[[ INPUT FOR THIS TASK open ]]

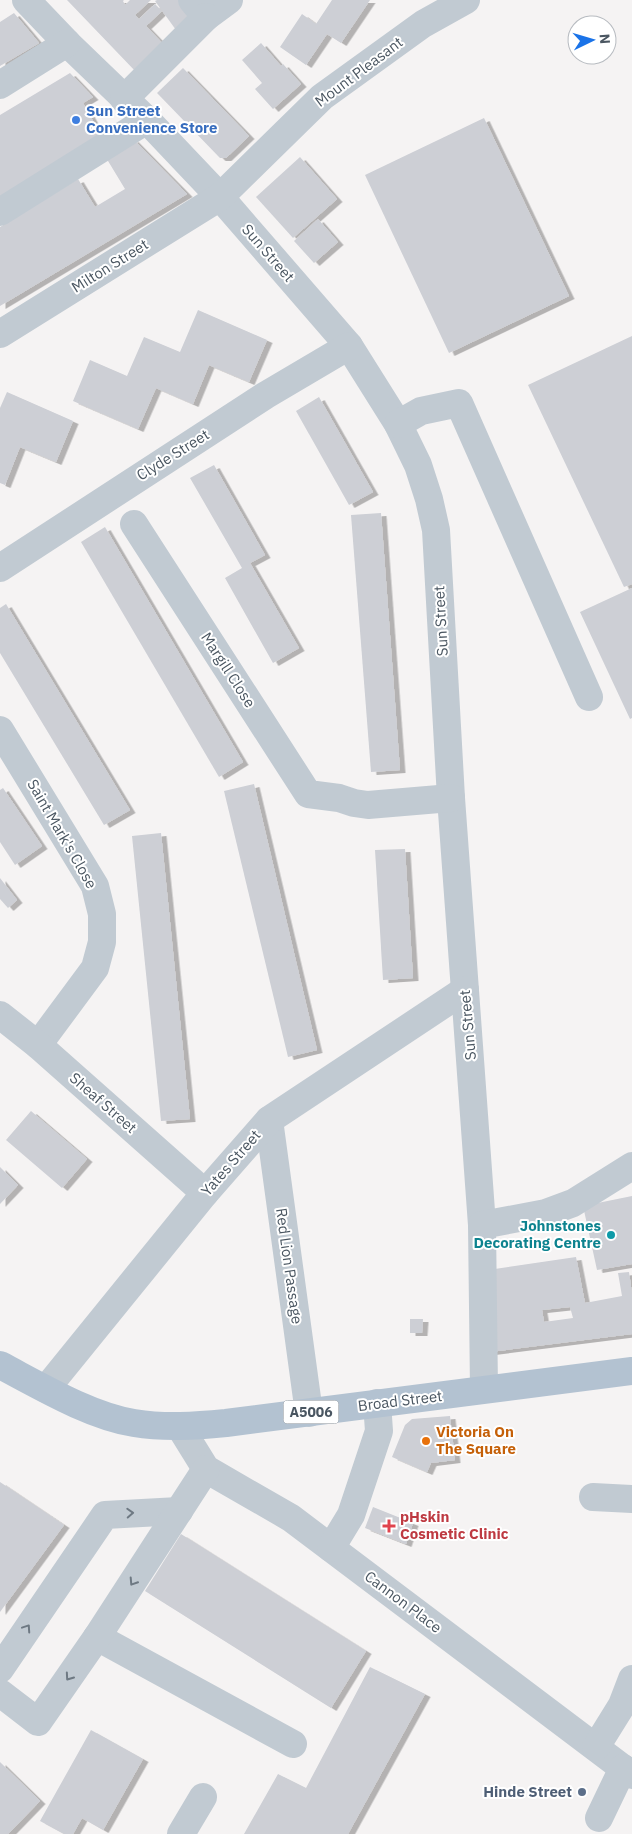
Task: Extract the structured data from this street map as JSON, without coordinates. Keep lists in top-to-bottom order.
{
  "streets": {
    "main road": ["Broad Street", "A5006"],
    "street": [
      "Mount Pleasant",
      "Sun Street",
      "Milton Street",
      "Clyde Street",
      "Margill Close",
      "Saint Mark's Close",
      "Sheaf Street",
      "Yates Street",
      "Red Lion Passage",
      "Cannon Place"
    ]
  },
  "crossings": [
    ["Mount Pleasant", "Sun Street"],
    ["Mount Pleasant", "Milton Street"],
    ["Sun Street", "Milton Street"],
    ["Sun Street", "Clyde Street"],
    ["Sun Street", "Margill Close"],
    ["Sun Street", "Yates Street"],
    ["Sun Street", "Broad Street"],
    ["Saint Mark's Close", "Sheaf Street"],
    ["Sheaf Street", "Yates Street"],
    ["Yates Street", "Red Lion Passage"],
    ["Yates Street", "Broad Street"],
    ["Red Lion Passage", "Broad Street"],
    ["Broad Street", "Cannon Place"]
  ],
  "places": {
    "other": [
      "Sun Street Convenience Store",
      "Johnstones Decorating Centre",
      "Victoria On The Square",
      "Hinde Street"
    ],
    "health": ["pHskin Cosmetic Clinic"]
  },
  "north": "right"
}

[[ INPUT FOR THIS TASK closed ]]

EXERCISE>
Every line above goes into your copy exactly; no images go in.

TASK OUTPUT>
Task: Extract the structured data from this street map as JSON, without coordinates. Keep lists in top-to-bottom order.
{
  "streets": {
    "main road": ["Broad Street", "A5006"],
    "street": [
      "Mount Pleasant",
      "Sun Street",
      "Milton Street",
      "Clyde Street",
      "Margill Close",
      "Saint Mark's Close",
      "Sheaf Street",
      "Yates Street",
      "Red Lion Passage",
      "Cannon Place"
    ]
  },
  "crossings": [
    ["Mount Pleasant", "Sun Street"],
    ["Mount Pleasant", "Milton Street"],
    ["Sun Street", "Milton Street"],
    ["Sun Street", "Clyde Street"],
    ["Sun Street", "Margill Close"],
    ["Sun Street", "Yates Street"],
    ["Sun Street", "Broad Street"],
    ["Saint Mark's Close", "Sheaf Street"],
    ["Sheaf Street", "Yates Street"],
    ["Yates Street", "Red Lion Passage"],
    ["Yates Street", "Broad Street"],
    ["Red Lion Passage", "Broad Street"],
    ["Broad Street", "Cannon Place"]
  ],
  "places": {
    "other": [
      "Sun Street Convenience Store",
      "Johnstones Decorating Centre",
      "Victoria On The Square",
      "Hinde Street"
    ],
    "health": ["pHskin Cosmetic Clinic"]
  },
  "north": "right"
}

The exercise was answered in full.